*** The input Section Begins ***
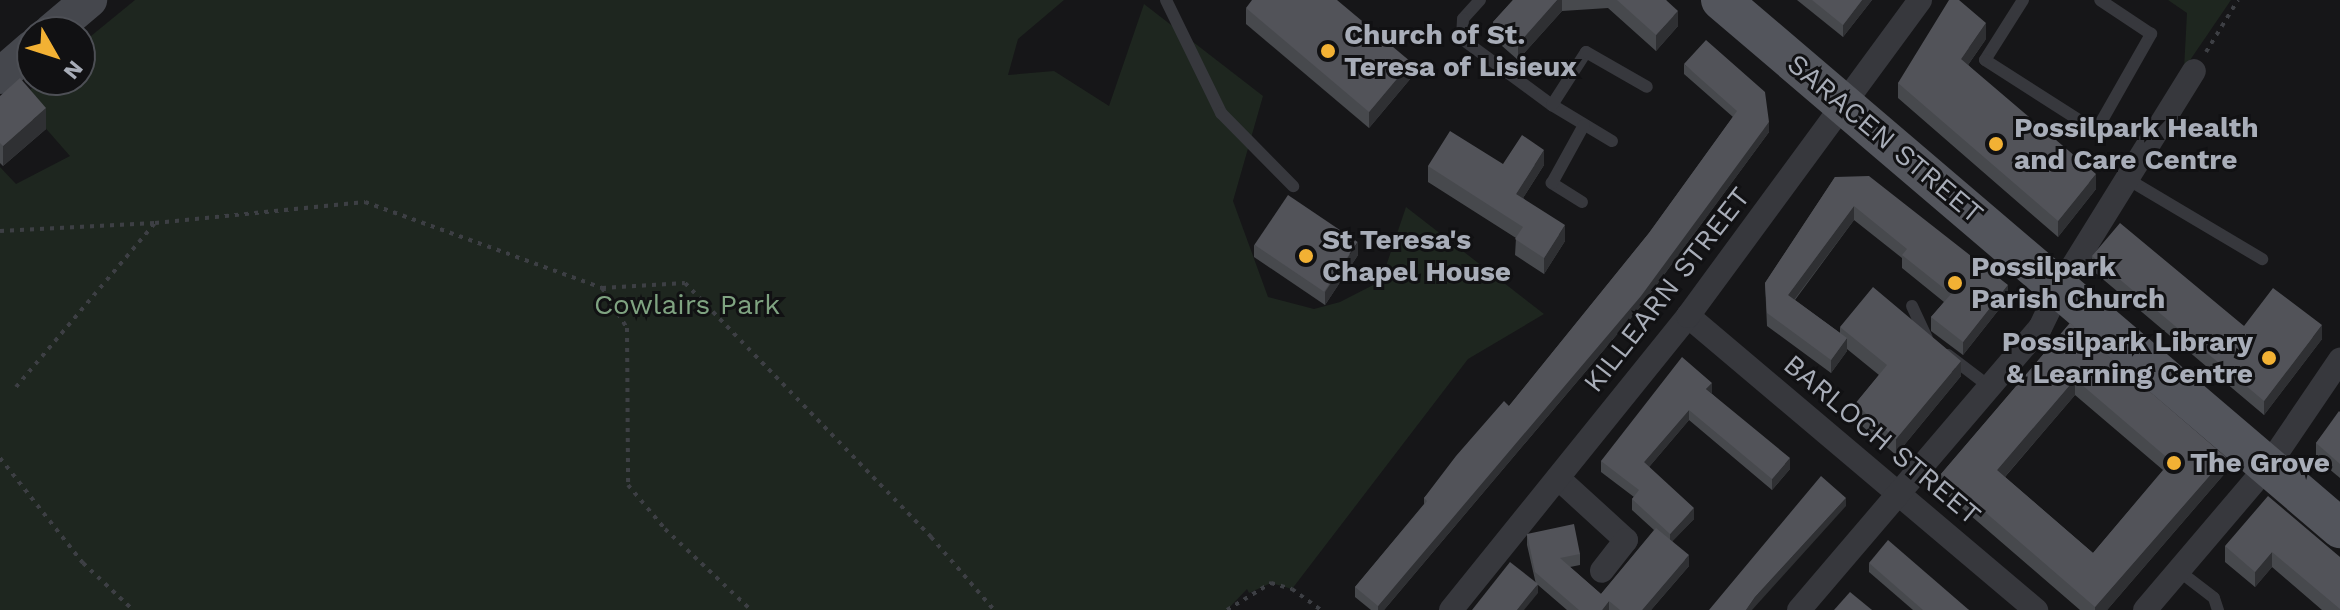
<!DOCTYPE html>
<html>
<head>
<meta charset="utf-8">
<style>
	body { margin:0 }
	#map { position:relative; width:2340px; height:610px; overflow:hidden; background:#161618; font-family:"Work Sans",sans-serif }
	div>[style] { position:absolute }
	.green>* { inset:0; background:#1e261f }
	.path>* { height:4px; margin-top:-2px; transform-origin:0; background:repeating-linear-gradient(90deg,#3d3f44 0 4px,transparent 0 10px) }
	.lane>* { height:12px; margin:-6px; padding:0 6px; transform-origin:6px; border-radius:6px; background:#37383d }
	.street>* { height:24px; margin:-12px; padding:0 12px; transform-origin:12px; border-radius:12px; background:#37383d }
	.secondary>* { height:36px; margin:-18px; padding:0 18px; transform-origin:18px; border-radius:18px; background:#45474d }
	.primary>* { height:40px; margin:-20px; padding:0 20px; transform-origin:20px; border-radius:20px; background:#53555c }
	.wall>* { inset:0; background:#47494d }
	.shaded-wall>* { inset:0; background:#2f3033 }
	.building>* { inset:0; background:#525359; transform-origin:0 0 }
	.dots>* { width:22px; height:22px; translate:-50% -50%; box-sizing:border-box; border:4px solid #111113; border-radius:50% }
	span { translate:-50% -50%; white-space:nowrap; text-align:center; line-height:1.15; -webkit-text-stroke:6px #111113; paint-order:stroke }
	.poi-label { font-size:28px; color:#a8adb8; font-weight:700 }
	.left { translate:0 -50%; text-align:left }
	.right { translate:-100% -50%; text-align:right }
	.street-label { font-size:28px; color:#a8adb8 }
	.park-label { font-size:28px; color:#7fa381 }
	.north { position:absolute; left:16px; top:16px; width:80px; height:80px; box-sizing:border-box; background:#111113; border:2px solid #4d4f55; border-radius:50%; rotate:129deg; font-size:22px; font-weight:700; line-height:32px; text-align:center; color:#a8adb8 }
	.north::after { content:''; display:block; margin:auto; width:28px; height:36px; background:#f2b134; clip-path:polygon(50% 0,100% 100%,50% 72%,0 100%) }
</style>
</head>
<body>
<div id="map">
	<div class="green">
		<div style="clip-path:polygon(135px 0,1064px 0,1018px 39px,1008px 75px,1054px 71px,1109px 106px,1144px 4px,1263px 96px,1233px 201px,1268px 297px,1314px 309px,1340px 302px,1381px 281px,1406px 207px,1544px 314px,1468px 359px,1292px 589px,1271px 583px,1249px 593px,1247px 589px,1227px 610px,0 610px,0 167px,16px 184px,70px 156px,20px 99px,41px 80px,80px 80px,80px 45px)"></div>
		<div style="clip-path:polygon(2168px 0,2231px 0,2184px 69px,2187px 13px)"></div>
	</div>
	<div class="path">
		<div style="left:2206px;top:52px;width:61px;rotate:-58.4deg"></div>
		<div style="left:0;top:231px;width:155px;rotate:-3deg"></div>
		<div style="left:155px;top:223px;width:211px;rotate:-5.7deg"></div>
		<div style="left:365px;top:202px;width:252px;rotate:19.9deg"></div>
		<div style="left:602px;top:288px;width:47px;rotate:58deg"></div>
		<div style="left:627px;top:328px;width:157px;rotate:89.6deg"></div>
		<div style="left:628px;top:485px;width:57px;rotate:49.9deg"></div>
		<div style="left:665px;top:529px;width:118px;rotate:43.3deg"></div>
		<div style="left:602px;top:288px;width:83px;rotate:-3.4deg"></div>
		<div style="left:685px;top:283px;width:354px;rotate:45.9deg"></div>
		<div style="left:931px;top:537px;width:96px;rotate:49.2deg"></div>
		<div style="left:16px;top:387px;width:215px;rotate:-49.7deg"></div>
		<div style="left:0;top:458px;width:134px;rotate:51.7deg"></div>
		<div style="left:83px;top:563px;width:69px;rotate:43.2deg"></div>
		<div style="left:1227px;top:610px;width:52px;rotate:-31.5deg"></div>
		<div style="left:1271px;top:583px;width:22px;rotate:16deg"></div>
		<div style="left:1292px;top:589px;width:36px;rotate:36deg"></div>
	</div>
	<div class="lane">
		<div style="left:1166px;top:0;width:126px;rotate:64deg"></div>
		<div style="left:1221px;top:113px;width:103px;rotate:45.4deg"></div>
		<div style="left:1480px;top:0;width:25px;rotate:132deg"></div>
		<div style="left:1463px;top:19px;width:20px;rotate:93deg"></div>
		<div style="left:1462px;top:39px;width:112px;rotate:36.3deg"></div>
		<div style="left:1552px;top:105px;width:70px;rotate:31deg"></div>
		<div style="left:2023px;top:0;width:71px;rotate:122.3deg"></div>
		<div style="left:1985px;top:60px;width:132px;rotate:32.6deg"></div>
		<div style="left:2096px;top:131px;width:112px;rotate:-60.4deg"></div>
		<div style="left:2151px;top:34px;width:61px;rotate:-146.3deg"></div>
		<div style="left:1552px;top:105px;width:63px;rotate:-57.3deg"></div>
		<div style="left:1586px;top:52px;width:70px;rotate:29.8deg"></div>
		<div style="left:2129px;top:180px;width:155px;rotate:30.7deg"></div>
		<div style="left:1582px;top:202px;width:36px;rotate:-148deg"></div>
		<div style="left:1552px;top:183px;width:66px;rotate:-61.1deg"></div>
		<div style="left:1912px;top:306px;width:35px;rotate:65deg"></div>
		<div style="left:1948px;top:355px;width:53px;rotate:37.3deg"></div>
		<div style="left:2179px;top:571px;width:44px;rotate:37.6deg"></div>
		<div style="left:2214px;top:598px;width:13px;rotate:72deg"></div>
	</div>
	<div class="street">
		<div style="left:1688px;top:316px;width:456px;rotate:40.2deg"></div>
		<div style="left:1558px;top:478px;width:92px;rotate:42.4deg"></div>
		<div style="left:1626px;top:540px;width:39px;rotate:128deg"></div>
		<div style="left:1451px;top:610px;width:378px;rotate:-51.1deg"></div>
		<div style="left:1688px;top:316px;width:392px;rotate:-53.7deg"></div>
		<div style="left:1799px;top:610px;width:371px;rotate:-49.5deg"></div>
		<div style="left:2040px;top:328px;width:46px;rotate:-64deg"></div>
		<div style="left:2060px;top:287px;width:254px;rotate:-58.2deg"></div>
		<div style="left:2145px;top:610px;width:193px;rotate:-49.6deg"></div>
		<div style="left:2270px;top:463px;width:125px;rotate:-55.8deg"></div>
	</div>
	<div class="secondary">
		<div style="left:51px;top:32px;width:50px;rotate:-40.1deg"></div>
		<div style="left:0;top:76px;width:43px;rotate:-41.2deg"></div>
	</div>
	<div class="primary">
		<div style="left:1721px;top:0;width:814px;rotate:40.46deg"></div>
	</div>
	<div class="wall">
		<div style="clip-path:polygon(1513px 0,1666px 0,1678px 26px,1656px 51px,1608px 8px,1562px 11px,1518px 60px,1493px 38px,1493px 22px)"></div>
		<div style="clip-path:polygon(1797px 0,1872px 0,1843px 37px)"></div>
		<div style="clip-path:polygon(1246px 8px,1411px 78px,1369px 128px,1246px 24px)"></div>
		<div style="clip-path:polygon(1986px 39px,1968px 65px,2096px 189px,2058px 237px,1898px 98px,1898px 83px)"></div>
		<div style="clip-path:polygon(1684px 64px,1769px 132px,1641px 306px,1384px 610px,1371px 610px,1355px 597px,1355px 587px,1424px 504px,1424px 498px,1509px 406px,1649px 233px,1733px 117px,1684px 74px)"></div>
		<div style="clip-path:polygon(0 96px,46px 129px,3px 166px,0 163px)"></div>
		<div style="clip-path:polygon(1503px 164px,1544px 165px,1523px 198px,1565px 241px,1544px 274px,1515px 255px,1516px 238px,1428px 182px,1428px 166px)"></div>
		<div style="clip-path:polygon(1835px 177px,2008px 298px,1963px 355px,1931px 331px,1931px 317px,1944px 302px,1902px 268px,1902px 258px,1854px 220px,1795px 300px,1840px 333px,1840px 327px,1961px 376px,1896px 455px,1855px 420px,1855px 404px,1879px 375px,1847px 349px,1847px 351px,1831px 373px,1767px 326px,1765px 283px)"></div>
		<div style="clip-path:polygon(1254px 245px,1358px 255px,1325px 305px,1254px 257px)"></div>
		<div style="clip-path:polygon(2092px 256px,2244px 326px,2322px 339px,2264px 415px,2092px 270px)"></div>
		<div style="clip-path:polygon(evenodd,2070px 323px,2226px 472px,2107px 610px,2080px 610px,1941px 490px,1941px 474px,2070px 323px,2075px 395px,2163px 470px,2093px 553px,2005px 477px,2075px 395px)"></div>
		<div style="clip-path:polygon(1712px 394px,1790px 469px,1772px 490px,1689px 420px,1649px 467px,1694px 519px,1672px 541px,1689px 566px,1651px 610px,1567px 610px,1538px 585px,1538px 593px,1527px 545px,1527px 534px,1580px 554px,1580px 565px,1570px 567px,1601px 594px,1654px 530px,1632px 510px,1632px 499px,1634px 497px,1601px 472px,1601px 461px)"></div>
		<div style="clip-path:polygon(2340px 412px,2340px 478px,2316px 458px,2316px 443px)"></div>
		<div style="clip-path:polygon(2225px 546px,2340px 557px,2340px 610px,2322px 610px,2272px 567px,2255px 587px,2225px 562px)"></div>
		<div style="clip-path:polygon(1869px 563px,1969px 610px,1913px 610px,1869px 572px)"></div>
	</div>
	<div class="shaded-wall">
		<div style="clip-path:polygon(1557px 0,1562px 0,1562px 11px,1518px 60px,1518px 44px)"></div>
		<div style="clip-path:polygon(1862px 0,1872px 0,1843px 37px,1843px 25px)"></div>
		<div style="clip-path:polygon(1678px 11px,1678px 26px,1656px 51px,1656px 35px)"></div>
		<div style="clip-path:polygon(1986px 23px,1986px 39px,1961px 75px,1961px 59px)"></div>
		<div style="clip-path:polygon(1411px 62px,1411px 78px,1369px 128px,1369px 112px)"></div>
		<div style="clip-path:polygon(46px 108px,46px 129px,3px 166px,3px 146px)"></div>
		<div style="clip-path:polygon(1769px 122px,1769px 132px,1641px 306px,1384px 610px,1378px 610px,1378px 606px)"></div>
		<div style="clip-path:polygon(1544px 150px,1544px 165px,1516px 209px,1516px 194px)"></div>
		<div style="clip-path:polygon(2096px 174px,2096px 189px,2058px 237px,2058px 221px)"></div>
		<div style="clip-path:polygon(1854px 206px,1854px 220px,1788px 308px,1788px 295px)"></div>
		<div style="clip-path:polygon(1565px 225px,1565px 241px,1544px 274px,1544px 258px)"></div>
		<div style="clip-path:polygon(1358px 242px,1358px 255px,1325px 305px,1325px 292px)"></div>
		<div style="clip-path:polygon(2008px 285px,2008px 298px,1963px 355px,1963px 342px)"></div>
		<div style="clip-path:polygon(2322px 325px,2322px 339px,2264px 415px,2264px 401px)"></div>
		<div style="clip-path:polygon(1847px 338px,1847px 351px,1831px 373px,1831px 360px)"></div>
		<div style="clip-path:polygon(1961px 361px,1961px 376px,1896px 455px,1896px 439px)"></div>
		<div style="clip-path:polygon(2075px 379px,2075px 395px,1997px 486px,1997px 470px)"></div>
		<div style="clip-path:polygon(1712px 383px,1712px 394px,1706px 389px)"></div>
		<div style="clip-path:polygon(1689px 410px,1689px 420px,1644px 473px,1644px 462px)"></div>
		<div style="clip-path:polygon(2226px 457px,2226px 472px,2107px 610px,2095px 610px,2095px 607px)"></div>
		<div style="clip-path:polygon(1790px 458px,1790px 469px,1772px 490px,1772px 479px)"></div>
		<div style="clip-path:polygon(1846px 498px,1846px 506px,1752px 610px,1746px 610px,1755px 597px)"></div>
		<div style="clip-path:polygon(1694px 508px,1694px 519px,1670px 544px,1670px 534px)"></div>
		<div style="clip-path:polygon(2272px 552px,2272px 567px,2255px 587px,2255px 572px)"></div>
		<div style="clip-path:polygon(1689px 555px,1689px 566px,1651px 610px,1642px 610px)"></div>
		<div style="clip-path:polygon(1538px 584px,1538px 593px,1524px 610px,1517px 610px)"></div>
		<div style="clip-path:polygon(1609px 601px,1609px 610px,1602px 610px)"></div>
	</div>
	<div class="building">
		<div style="clip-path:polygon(1252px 0,1337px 0,1411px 62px,1369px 112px,1246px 8px)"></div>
		<div style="clip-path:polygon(1513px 0,1557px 0,1518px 44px,1493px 22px)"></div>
		<div style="clip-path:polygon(1617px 0,1666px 0,1678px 11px,1656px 35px)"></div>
		<div style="clip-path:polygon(1812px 0,1862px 0,1843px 25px)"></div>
		<div style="clip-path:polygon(1949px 0,1959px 0,1986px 23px,1961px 59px,2096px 174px,2058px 221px,1898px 83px)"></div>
		<div style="clip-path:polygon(1706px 40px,1765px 92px,1769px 122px,1641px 296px,1378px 606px,1355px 587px,1427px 501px,1424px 498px,1456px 456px,1504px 401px,1509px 406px,1649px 233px,1737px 111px,1684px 64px)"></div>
		<div style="clip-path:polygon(20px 78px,46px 108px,3px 146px,0 143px,0 96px)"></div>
		<div style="clip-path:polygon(1450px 131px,1503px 164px,1522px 135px,1544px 150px,1516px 194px,1565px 225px,1544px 258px,1515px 239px,1523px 227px,1428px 166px)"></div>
		<div style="clip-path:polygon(1869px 176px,2008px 285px,1963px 342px,1931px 317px,1951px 294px,1902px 255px,1907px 249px,1854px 206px,1788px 295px,1847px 338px,1831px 360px,1767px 313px,1765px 283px,1835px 177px)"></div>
		<div style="left:1288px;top:195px;width:84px;height:60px;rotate:34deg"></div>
		<div style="clip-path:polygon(2120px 223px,2244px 326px,2273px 288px,2322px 325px,2264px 401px,2092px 256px)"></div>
		<div style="clip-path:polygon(1873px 287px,1961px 361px,1896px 439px,1855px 404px,1887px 365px,1840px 327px)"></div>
		<div style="clip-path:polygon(evenodd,2070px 323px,2226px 457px,2095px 607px,1941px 474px,2070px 323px,2075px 379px,2171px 461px,2093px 553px,1997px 470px,2075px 379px)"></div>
		<div style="clip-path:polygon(1682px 357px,1712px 383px,1706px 389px,1790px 458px,1772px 479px,1689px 410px,1644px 462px,1694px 508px,1670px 534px,1632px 499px,1639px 490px,1601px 461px)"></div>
		<div style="clip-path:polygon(2339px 411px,2340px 412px,2340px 464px,2316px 443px)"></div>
		<div style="clip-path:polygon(1821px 476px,1846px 498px,1755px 597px,1746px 610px,1709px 610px)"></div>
		<div style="clip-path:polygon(2268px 496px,2340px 557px,2340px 609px,2272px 552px,2255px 572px,2225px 546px)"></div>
		<div style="clip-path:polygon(1574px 524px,1580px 554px,1560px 558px,1601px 594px,1656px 528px,1689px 555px,1642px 610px,1620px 610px,1609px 601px,1602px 610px,1579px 610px,1535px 572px,1527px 534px)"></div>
		<div style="clip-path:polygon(1888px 540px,1969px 610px,1923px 610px,1869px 563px)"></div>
		<div style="clip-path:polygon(1510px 562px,1538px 584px,1517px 610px,1472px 610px)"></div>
		<div style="clip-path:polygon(1850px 592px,1872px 610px,1834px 610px)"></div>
	</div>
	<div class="dots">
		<div style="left:1328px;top:51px;background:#f2b134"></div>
		<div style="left:1996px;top:144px;background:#f2b134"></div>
		<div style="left:1306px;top:256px;background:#f2b134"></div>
		<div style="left:1955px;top:283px;background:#f2b134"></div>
		<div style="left:2269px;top:358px;background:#f2b134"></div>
		<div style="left:2174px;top:463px;background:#f2b134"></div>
	</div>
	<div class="poi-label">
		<span class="left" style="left:1344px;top:51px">Church of St.<br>Teresa of Lisieux</span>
		<span class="left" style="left:2014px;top:144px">Possilpark Health<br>and Care Centre</span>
		<span class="left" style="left:1322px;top:256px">St Teresa's<br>Chapel House</span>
		<span class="left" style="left:1971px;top:283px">Possilpark<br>Parish Church</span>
		<span class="right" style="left:2253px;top:358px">Possilpark Library<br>&amp; Learning Centre</span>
		<span class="left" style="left:2190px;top:463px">The Grove</span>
	</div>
	<div class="street-label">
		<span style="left:1885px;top:139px;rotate:40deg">SARACEN STREET</span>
		<span style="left:1667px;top:290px;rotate:-52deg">KILLEARN STREET</span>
		<span style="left:1882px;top:440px;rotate:40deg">BARLOCH STREET</span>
	</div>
	<div class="park-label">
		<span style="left:687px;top:305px">Cowlairs Park</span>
	</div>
	<div class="north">N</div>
</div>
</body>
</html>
*** The input Section Ends ***
Your task
Output the lines, exactly: the first line of the entries above, every line after it, and the line with "position:relative; width:2340px; height:610px;" as the last. No pictures.

Solution below
<!DOCTYPE html>
<html>
<head>
<meta charset="utf-8">
<style>
	body { margin:0 }
	#map { position:relative; width:2340px; height:610px; overflow:hidden; background:#161618; font-family:"Work Sans",sans-serif }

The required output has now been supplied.